WORK INSTRUCTIONS:
State only how many lines below include the string "size".

--- DATA FOR PROCESSING ---

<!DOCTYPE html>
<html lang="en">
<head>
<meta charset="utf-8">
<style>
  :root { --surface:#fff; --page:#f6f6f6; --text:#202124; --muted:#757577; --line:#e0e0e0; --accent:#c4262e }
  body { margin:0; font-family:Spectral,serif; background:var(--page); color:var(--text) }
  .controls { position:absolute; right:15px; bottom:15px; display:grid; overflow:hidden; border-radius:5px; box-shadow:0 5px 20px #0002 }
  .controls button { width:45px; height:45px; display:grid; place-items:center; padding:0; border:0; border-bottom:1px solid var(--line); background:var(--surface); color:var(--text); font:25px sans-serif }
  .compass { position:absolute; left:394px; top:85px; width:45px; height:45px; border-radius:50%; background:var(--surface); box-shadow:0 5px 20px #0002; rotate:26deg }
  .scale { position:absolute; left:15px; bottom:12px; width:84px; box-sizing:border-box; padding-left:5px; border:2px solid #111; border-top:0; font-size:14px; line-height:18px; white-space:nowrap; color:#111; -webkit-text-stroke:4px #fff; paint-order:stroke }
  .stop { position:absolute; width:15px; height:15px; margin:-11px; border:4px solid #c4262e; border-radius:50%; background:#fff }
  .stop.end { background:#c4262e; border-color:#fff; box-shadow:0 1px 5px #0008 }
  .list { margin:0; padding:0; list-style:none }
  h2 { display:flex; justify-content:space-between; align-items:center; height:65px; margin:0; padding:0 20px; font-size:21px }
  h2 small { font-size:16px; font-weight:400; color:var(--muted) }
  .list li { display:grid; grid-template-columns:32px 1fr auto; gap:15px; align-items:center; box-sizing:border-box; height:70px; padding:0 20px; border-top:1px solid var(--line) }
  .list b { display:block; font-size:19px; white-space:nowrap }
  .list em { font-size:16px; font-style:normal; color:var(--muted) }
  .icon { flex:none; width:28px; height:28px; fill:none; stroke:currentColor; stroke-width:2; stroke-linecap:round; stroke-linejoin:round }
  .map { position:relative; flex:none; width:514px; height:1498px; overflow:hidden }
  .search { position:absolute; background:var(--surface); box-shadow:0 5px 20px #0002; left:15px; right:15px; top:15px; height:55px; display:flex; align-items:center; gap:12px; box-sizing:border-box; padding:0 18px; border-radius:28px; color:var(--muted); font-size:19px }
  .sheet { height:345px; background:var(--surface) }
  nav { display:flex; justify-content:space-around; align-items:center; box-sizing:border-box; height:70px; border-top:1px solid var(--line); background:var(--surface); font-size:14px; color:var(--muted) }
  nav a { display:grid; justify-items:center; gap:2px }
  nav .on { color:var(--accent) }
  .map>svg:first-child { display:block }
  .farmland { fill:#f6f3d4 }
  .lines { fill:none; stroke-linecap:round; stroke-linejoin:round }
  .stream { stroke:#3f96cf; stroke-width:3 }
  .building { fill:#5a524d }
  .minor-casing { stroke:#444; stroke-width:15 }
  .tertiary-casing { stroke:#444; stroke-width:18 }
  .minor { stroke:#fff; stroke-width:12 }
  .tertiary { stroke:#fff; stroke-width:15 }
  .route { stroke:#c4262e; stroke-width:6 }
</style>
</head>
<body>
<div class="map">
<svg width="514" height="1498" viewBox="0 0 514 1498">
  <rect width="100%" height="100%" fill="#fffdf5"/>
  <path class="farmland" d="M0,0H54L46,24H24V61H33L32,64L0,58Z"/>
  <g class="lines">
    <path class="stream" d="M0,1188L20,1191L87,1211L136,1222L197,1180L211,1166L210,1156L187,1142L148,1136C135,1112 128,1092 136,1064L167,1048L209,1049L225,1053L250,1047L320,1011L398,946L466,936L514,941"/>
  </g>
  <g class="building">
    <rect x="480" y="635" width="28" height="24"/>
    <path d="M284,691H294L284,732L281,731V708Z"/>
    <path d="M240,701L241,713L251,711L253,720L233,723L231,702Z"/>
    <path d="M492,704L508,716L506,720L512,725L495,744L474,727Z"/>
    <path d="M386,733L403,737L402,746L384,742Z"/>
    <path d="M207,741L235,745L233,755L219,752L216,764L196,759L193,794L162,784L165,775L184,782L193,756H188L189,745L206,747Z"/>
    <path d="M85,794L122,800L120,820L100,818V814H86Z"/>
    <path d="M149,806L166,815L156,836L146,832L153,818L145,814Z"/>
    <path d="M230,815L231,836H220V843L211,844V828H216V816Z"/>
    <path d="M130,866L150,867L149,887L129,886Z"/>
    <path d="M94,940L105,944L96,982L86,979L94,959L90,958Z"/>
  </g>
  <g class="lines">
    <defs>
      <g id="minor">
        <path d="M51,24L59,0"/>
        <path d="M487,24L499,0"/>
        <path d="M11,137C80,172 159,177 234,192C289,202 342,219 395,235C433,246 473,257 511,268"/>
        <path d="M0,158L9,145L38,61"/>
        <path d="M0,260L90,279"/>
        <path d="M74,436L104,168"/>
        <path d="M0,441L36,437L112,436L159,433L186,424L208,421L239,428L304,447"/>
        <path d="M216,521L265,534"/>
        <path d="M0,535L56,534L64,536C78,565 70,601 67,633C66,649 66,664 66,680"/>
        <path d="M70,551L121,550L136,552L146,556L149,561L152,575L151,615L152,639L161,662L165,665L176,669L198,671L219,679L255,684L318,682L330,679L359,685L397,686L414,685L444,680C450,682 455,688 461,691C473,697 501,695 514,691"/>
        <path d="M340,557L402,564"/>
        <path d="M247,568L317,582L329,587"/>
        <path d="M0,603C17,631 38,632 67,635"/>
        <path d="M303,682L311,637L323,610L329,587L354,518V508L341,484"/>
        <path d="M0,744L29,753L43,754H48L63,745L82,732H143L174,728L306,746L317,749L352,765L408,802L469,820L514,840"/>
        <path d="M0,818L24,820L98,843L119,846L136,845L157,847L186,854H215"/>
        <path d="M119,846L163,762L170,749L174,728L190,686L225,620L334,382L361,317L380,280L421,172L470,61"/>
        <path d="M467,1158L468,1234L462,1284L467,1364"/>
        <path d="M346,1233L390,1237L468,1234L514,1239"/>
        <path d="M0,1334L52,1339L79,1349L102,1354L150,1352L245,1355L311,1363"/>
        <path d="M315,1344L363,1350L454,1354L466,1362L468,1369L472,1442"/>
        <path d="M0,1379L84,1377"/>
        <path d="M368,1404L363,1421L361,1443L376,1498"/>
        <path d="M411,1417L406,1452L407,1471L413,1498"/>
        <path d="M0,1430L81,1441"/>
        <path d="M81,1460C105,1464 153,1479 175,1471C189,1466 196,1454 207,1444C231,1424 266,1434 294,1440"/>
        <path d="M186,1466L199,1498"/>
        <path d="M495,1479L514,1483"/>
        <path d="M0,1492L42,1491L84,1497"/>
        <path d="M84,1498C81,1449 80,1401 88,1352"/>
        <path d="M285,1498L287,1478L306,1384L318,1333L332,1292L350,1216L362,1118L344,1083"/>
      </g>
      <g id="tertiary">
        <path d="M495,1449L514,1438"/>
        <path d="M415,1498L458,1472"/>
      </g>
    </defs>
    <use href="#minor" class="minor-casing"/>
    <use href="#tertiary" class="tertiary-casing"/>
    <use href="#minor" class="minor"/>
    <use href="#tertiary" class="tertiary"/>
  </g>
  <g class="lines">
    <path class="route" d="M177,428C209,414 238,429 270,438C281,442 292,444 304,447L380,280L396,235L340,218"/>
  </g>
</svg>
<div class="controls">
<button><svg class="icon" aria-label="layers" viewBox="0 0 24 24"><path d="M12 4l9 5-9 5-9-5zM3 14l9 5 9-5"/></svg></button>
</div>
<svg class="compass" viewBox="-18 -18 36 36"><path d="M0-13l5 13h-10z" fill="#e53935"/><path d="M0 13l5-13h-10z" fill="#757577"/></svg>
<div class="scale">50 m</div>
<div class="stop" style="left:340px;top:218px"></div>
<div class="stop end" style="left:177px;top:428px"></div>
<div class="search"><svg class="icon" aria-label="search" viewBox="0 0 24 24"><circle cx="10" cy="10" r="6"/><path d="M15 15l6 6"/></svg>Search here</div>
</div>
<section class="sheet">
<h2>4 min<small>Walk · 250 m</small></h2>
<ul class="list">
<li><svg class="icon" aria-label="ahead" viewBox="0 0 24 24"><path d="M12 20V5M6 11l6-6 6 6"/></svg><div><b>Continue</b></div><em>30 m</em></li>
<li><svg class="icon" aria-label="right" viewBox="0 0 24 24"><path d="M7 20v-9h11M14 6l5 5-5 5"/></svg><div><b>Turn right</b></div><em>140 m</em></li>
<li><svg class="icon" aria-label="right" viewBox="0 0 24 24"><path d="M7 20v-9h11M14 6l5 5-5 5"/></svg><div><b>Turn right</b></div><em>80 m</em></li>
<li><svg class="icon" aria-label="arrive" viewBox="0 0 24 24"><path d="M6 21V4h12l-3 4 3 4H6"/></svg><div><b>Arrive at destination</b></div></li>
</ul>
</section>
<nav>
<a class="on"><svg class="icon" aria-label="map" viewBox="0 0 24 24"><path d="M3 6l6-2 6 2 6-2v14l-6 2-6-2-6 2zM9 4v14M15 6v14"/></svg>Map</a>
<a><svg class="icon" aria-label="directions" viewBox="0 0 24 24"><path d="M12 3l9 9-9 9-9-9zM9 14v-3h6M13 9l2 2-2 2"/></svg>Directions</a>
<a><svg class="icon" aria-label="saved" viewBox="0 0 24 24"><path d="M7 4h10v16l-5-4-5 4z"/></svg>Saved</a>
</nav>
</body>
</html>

---

OUTPUT:
7